───── GIVEN DATA

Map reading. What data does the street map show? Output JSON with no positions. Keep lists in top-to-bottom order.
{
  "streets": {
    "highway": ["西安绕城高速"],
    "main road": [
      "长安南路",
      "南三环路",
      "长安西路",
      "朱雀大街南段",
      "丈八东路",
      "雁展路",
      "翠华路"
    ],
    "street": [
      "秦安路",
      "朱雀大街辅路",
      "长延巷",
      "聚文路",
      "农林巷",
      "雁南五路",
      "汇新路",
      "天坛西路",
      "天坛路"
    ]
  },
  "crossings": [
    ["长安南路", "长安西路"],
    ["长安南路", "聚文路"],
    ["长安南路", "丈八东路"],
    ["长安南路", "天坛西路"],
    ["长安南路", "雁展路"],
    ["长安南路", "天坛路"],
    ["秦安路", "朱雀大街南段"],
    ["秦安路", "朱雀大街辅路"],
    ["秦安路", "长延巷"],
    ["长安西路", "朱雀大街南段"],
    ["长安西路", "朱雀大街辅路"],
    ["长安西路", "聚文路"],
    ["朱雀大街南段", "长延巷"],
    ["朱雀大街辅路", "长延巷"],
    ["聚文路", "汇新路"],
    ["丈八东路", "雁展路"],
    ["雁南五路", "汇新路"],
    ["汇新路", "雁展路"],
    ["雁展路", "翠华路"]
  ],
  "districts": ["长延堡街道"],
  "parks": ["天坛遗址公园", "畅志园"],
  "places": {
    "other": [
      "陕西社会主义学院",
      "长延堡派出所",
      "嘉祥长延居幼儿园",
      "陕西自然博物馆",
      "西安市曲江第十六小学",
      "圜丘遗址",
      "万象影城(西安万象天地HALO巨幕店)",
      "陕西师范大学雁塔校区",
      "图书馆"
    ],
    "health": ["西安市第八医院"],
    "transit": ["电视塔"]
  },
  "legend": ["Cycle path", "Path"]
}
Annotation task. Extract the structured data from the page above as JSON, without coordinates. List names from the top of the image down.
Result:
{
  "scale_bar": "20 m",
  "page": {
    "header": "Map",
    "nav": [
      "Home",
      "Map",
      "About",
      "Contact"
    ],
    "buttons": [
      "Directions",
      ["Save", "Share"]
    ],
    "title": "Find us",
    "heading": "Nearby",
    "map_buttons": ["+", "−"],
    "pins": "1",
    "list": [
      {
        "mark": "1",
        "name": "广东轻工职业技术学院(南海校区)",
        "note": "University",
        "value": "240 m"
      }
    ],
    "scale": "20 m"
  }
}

──────────

▶ _ASSIGNED TASK_: List each line of the entries that holds the string "JSON".

▶ _TASK OUTPUT_:
Map reading. What data does the street map show? Output JSON with no positions. Keep lists in top-to-bottom order.
Annotation task. Extract the structured data from the page above as JSON, without coordinates. List names from the top of the image down.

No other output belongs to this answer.